Task brief
Look through the entries below for the string "positions", and copy each line where it is found.

(Stored records)
────

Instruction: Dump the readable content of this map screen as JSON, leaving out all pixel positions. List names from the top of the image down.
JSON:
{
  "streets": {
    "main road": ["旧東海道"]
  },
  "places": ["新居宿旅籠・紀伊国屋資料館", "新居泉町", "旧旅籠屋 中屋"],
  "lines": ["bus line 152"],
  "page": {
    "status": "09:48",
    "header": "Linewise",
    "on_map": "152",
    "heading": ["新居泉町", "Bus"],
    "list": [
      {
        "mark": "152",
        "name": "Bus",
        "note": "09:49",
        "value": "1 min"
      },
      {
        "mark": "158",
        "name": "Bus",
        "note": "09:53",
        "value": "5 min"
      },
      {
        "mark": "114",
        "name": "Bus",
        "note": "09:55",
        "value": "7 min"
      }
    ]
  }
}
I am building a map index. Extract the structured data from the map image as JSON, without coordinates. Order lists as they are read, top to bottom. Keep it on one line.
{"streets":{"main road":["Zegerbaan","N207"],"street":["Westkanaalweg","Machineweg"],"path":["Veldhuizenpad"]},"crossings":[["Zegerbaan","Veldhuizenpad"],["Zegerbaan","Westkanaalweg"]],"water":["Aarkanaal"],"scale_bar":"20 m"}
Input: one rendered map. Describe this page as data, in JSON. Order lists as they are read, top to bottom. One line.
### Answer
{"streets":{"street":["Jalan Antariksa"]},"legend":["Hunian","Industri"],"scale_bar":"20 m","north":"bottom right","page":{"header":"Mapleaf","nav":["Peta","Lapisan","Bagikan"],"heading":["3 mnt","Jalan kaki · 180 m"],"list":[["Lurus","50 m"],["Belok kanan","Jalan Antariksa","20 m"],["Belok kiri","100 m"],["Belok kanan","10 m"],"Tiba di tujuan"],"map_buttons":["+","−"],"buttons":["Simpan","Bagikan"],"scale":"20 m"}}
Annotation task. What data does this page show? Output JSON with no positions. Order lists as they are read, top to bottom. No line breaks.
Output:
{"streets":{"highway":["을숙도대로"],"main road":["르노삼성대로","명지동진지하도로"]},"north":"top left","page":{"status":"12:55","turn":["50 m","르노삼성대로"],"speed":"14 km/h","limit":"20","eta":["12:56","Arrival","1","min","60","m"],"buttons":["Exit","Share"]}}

────

Exercise answer
Instruction: Dump the readable content of this map screen as JSON, leaving out all pixel positions. List names from the top of the image down.
Annotation task. What data does this page show? Output JSON with no positions. Order lists as they are read, top to bottom. No line breaks.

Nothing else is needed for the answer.